Gage
My phone buzzes on the kitchen counter while the kettle is waiting backstage for its singing debut.
I glance at it without thinking—muscle memory, CEO conditioning, the reflex of someone who has spent years responding to urgency like it’s a personality trait.
The name on the screen isn’t an investor. It isn’t a property manager. It isn’t a contractor calling about a broken boiler.
It’s Rosie Palmer.
Reece’s best friend, our mutual friend from growing up, and Manhattan’s successful matchmaker.
I stare at it for half a beat longer than a normal person would, because Rosie does not text for no reason. Rosie texts when she needs something.
The kettle clicks off with a satisfied little chirp.
My phone buzzes again.
Rosie: You’re coming Thursday.
I exhale through my nose.
That’s not a question.
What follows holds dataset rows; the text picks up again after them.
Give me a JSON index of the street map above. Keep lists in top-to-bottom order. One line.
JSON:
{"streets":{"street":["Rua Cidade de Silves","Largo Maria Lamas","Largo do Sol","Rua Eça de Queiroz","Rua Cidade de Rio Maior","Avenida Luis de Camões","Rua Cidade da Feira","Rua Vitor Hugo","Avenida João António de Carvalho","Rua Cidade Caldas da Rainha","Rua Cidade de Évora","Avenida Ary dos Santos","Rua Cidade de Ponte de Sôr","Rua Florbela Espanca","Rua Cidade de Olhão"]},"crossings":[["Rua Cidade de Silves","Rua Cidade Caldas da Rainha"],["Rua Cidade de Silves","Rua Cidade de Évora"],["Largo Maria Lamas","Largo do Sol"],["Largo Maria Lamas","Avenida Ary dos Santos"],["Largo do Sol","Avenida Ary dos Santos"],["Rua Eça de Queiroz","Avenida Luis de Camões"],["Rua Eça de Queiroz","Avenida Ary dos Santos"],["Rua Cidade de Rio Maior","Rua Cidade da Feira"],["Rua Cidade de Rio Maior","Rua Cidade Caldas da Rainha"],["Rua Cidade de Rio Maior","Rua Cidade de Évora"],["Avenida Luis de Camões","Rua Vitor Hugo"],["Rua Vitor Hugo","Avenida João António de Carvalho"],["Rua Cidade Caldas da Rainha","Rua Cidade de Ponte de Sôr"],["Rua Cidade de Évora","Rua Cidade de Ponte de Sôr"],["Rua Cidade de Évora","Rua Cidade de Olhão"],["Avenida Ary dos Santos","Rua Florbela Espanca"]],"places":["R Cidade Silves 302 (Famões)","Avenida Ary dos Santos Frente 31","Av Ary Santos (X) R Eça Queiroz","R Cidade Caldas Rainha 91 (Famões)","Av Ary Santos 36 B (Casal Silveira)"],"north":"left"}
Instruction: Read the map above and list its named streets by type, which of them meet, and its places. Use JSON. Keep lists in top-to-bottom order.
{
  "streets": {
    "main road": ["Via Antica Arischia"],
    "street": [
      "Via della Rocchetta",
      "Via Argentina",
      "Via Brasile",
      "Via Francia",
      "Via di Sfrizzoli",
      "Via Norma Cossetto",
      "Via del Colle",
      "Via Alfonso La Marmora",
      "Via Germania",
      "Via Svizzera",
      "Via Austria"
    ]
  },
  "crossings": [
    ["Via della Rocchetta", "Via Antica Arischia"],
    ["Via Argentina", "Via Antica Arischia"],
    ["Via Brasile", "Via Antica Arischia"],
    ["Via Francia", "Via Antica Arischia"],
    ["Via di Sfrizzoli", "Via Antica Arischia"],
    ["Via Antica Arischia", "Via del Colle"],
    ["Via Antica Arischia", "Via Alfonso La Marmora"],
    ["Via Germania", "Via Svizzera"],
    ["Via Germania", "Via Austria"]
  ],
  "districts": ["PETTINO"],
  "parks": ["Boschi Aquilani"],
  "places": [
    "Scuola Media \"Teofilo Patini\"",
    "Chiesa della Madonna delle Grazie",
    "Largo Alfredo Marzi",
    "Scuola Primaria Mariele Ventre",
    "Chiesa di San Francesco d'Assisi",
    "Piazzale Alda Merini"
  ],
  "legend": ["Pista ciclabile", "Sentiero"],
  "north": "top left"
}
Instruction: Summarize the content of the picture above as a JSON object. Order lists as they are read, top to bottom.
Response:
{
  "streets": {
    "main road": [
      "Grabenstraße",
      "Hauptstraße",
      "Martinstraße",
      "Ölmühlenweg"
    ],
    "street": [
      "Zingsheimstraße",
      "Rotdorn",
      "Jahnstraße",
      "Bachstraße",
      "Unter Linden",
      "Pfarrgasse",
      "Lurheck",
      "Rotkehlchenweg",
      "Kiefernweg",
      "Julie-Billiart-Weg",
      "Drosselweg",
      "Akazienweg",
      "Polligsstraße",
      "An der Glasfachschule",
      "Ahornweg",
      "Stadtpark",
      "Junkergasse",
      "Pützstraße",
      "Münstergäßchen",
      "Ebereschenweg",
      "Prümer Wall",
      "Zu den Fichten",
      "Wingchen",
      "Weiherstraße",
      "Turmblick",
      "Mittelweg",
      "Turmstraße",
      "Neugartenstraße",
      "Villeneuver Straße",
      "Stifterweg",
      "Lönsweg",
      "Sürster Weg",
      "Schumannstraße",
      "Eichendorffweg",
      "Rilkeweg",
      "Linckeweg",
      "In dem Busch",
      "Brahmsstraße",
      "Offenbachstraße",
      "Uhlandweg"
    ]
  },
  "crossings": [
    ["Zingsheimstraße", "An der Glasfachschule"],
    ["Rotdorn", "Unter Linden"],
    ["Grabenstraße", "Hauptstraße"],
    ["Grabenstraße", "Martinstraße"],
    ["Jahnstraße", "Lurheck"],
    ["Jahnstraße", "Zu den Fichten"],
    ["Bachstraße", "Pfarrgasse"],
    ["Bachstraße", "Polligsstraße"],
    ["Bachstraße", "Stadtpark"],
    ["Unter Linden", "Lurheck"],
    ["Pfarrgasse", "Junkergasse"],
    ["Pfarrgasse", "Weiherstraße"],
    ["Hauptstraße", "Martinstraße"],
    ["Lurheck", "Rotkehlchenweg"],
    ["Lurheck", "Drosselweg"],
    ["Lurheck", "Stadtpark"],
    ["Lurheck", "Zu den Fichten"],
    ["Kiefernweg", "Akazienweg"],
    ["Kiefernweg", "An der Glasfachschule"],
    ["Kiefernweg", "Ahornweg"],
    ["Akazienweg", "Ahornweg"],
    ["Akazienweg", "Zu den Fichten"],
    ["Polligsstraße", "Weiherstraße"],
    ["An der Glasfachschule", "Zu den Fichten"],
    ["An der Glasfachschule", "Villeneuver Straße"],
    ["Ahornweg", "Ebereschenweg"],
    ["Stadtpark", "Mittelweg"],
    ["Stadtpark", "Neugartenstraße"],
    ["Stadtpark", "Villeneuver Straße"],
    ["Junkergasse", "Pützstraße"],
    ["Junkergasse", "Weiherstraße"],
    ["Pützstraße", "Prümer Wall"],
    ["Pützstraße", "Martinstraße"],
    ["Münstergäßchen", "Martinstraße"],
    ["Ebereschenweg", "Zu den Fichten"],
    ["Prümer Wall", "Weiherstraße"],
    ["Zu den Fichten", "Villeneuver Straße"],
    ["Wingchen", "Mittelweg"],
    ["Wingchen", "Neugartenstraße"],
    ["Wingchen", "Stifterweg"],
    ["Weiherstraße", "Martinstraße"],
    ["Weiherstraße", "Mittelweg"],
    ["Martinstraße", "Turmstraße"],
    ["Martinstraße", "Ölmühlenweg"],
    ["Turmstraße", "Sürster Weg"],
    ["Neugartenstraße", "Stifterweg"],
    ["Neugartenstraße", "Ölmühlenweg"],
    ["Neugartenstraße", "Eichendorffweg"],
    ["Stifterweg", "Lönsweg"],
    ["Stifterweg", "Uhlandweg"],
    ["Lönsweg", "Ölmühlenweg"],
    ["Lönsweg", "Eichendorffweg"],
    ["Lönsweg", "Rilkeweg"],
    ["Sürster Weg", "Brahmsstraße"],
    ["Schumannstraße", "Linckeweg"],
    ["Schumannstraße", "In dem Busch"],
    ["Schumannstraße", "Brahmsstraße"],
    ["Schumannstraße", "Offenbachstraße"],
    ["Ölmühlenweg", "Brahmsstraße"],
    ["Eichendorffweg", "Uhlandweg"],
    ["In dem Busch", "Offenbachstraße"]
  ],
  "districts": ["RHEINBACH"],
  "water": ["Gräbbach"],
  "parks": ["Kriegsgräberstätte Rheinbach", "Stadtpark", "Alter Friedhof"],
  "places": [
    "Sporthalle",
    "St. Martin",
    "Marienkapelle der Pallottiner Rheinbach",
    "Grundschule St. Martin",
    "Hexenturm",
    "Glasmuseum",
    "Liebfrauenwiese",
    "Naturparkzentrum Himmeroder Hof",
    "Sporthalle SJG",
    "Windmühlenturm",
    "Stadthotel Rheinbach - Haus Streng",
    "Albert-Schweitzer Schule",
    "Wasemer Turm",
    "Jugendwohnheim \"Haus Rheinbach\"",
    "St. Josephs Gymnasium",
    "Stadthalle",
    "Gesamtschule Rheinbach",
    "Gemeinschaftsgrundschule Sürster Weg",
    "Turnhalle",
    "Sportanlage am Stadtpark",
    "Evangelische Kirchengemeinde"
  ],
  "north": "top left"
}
That’s not even a request. That’s Rosie writing plans in my calendar with sheer confidence.
I type back with the same calm I use when someone tells me a building “might” have a leak.
Me: Hello Rosie.
Rosie: Hi. Thursday. 7pm. Wear something that doesn’t scream “board meeting.”
I set my mug down and lean my hip against the counter, considering my options like they’re strategic business decisions.
Option one: ignore her.
Option two: tell her no.
Option three: remind her that I am a grown man who runs a company and therefore cannot be summoned like a golden retriever.
Option four: accept that Rosie Palmer has never been deterred by logic, boundaries, or the concept of personal autonomy.
I choose option two anyway, because I enjoy losing.
Me: I’m not coming.
The reply is immediate.
Rosie: You are.
I almost smile. Almost.
Rosie is relentless in the way only someone who loves you can be. It’s part of why she’s good at what she does. It’s also part of why I’ve learned that when Rosie decides something, resistance is mostly ceremonial.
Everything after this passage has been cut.